◆ Task requirements ◆
Gather each line containing the string "tools" from these entries.

Stored dataset items:
+--
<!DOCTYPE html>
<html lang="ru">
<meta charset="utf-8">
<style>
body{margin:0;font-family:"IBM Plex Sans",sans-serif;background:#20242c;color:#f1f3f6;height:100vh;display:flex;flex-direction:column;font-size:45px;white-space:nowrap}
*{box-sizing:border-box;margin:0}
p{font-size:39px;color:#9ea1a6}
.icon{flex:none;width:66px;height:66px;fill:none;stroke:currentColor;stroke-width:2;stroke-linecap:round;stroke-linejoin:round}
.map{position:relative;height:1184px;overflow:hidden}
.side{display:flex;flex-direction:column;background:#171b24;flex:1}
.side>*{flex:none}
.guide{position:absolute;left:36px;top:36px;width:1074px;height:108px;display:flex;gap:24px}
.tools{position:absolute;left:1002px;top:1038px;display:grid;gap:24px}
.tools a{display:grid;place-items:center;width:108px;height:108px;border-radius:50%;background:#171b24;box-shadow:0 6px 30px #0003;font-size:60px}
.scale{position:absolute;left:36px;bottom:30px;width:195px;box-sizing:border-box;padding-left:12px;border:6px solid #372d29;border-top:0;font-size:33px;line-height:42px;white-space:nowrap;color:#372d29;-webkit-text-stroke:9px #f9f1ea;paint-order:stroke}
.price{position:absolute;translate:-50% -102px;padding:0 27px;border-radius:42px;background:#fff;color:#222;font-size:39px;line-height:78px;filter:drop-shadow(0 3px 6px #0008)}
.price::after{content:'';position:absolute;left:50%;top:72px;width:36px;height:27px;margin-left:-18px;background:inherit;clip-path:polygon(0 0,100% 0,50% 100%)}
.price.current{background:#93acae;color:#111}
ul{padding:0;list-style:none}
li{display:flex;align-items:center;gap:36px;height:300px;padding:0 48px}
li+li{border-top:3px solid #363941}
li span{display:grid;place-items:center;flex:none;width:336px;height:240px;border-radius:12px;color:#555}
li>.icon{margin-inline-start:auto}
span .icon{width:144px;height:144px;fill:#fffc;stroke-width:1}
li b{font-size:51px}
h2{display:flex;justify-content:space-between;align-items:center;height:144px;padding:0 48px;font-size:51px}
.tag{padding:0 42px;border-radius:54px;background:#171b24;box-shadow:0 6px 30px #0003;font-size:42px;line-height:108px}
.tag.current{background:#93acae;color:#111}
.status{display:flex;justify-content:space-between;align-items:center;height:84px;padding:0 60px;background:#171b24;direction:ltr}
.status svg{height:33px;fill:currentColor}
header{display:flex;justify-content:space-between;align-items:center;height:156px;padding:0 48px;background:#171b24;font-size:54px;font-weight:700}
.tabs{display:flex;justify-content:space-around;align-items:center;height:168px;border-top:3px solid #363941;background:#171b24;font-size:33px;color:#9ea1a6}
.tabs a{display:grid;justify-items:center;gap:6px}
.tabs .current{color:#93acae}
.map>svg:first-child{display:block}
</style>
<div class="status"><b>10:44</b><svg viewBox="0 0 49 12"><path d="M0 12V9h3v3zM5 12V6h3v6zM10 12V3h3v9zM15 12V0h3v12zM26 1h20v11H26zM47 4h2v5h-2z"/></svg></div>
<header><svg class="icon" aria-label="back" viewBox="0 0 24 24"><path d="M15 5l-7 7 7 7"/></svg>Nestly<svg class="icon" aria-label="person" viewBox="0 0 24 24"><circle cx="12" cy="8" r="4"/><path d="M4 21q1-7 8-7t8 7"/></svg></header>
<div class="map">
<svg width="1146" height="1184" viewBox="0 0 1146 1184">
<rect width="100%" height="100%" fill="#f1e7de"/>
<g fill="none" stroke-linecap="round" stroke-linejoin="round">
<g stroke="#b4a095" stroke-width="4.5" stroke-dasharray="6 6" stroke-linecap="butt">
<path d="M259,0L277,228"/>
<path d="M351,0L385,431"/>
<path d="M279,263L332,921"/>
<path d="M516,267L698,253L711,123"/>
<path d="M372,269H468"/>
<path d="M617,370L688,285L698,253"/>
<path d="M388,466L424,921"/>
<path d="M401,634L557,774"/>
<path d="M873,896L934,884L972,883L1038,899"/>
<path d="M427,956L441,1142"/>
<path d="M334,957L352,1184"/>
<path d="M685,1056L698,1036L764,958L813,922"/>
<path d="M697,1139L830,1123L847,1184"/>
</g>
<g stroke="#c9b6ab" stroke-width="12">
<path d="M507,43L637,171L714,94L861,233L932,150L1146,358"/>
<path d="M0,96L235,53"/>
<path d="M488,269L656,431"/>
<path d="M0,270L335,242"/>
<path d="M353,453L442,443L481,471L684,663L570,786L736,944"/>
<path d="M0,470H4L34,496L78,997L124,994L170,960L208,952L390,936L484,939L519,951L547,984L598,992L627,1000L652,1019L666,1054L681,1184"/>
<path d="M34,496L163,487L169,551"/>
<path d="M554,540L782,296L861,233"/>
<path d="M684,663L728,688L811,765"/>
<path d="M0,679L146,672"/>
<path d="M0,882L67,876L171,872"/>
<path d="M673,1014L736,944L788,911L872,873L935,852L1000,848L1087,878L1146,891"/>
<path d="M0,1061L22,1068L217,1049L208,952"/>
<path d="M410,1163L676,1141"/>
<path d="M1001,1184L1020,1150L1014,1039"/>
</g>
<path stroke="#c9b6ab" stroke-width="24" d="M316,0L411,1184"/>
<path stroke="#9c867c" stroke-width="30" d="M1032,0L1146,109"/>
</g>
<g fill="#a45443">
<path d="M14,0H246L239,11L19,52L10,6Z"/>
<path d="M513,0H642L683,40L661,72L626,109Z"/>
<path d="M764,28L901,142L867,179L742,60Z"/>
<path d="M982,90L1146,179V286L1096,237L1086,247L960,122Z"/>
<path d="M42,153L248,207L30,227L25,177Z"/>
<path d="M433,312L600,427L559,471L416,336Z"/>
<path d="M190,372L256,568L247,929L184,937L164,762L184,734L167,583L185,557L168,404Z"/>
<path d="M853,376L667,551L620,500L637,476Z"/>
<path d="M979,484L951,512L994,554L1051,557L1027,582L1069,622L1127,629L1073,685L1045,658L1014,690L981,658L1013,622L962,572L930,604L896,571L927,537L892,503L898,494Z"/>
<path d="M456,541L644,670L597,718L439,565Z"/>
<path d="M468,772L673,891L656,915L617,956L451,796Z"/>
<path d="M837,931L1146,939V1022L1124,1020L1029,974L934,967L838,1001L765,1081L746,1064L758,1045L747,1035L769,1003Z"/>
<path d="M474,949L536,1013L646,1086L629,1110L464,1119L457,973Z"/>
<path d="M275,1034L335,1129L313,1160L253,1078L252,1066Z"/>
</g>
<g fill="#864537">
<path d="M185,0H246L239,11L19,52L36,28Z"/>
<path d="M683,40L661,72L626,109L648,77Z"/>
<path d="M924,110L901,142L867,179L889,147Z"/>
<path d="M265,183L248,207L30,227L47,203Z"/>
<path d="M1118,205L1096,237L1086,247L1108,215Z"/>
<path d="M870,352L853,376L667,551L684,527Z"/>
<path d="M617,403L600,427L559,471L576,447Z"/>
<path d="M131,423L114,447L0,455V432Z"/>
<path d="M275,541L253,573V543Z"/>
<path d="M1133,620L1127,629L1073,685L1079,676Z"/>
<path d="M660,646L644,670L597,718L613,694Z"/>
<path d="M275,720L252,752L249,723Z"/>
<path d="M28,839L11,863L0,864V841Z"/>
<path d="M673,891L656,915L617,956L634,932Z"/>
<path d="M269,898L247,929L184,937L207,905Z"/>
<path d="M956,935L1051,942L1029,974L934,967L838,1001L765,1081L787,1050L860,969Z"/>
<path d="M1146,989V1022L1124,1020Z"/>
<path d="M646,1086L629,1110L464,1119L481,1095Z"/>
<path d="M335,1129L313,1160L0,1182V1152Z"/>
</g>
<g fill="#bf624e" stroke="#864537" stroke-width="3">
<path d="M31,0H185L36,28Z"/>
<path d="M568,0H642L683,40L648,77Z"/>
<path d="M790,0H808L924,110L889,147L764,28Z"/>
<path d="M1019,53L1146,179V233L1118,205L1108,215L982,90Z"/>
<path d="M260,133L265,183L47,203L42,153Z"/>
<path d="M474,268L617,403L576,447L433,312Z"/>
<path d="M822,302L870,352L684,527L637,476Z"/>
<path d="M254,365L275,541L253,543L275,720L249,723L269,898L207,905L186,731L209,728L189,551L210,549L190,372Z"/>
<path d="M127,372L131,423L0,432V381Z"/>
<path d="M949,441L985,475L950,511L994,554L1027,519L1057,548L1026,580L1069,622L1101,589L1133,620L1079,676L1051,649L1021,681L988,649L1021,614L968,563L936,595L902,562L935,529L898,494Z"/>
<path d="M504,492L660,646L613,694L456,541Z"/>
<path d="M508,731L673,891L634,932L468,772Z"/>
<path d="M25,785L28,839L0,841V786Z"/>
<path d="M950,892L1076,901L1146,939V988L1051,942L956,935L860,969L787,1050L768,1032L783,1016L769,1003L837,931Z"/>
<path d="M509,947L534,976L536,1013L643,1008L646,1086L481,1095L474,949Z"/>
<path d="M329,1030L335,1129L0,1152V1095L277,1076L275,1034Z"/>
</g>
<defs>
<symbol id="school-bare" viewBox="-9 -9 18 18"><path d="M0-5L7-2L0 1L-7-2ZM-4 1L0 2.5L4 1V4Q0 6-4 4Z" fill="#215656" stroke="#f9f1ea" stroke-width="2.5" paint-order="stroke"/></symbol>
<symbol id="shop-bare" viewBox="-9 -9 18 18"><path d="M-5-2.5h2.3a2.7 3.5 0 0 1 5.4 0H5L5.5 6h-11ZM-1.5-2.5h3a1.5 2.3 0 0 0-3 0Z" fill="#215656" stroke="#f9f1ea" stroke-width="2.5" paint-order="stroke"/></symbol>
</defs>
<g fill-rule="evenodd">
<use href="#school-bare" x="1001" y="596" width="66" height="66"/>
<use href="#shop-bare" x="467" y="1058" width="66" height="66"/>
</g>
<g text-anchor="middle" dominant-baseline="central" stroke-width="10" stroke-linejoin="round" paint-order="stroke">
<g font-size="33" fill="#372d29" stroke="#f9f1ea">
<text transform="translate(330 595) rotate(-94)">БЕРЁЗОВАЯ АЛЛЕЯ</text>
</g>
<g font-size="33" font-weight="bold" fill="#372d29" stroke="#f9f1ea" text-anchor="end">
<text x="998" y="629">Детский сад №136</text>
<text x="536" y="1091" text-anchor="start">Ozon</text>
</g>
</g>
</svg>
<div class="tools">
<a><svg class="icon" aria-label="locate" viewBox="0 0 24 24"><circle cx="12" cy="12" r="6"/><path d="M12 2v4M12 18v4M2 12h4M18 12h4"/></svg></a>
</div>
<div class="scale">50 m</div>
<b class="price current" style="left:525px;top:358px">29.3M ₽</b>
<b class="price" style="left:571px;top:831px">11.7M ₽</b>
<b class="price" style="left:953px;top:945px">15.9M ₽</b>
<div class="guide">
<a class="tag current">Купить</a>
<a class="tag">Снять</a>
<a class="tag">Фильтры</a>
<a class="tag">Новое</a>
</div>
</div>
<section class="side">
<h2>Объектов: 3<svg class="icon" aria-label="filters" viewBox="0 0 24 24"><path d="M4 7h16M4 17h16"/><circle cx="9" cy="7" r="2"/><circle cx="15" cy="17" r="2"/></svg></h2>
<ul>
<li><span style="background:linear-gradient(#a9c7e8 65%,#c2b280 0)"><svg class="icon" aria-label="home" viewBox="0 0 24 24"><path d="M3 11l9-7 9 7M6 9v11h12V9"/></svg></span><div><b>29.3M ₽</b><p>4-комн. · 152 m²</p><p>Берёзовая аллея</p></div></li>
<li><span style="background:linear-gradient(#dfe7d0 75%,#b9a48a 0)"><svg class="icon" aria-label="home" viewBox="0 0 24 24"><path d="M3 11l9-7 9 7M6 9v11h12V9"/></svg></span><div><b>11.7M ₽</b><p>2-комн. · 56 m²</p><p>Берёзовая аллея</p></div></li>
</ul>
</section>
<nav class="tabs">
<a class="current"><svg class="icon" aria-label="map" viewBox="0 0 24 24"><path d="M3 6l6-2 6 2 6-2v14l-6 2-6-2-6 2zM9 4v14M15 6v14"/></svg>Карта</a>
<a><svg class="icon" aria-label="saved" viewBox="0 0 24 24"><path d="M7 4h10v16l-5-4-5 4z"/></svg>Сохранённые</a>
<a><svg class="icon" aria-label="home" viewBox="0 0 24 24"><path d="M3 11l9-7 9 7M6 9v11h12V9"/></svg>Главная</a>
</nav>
+--
◆ Final answer ◆
.tools{position:absolute;left:1002px;top:1038px;display:grid;gap:24px}
.tools a{display:grid;place-items:center;width:108px;height:108px;border-radius:50%;background:#171b24;box-shadow:0 6px 30px #0003;font-size:60px}
<div class="tools">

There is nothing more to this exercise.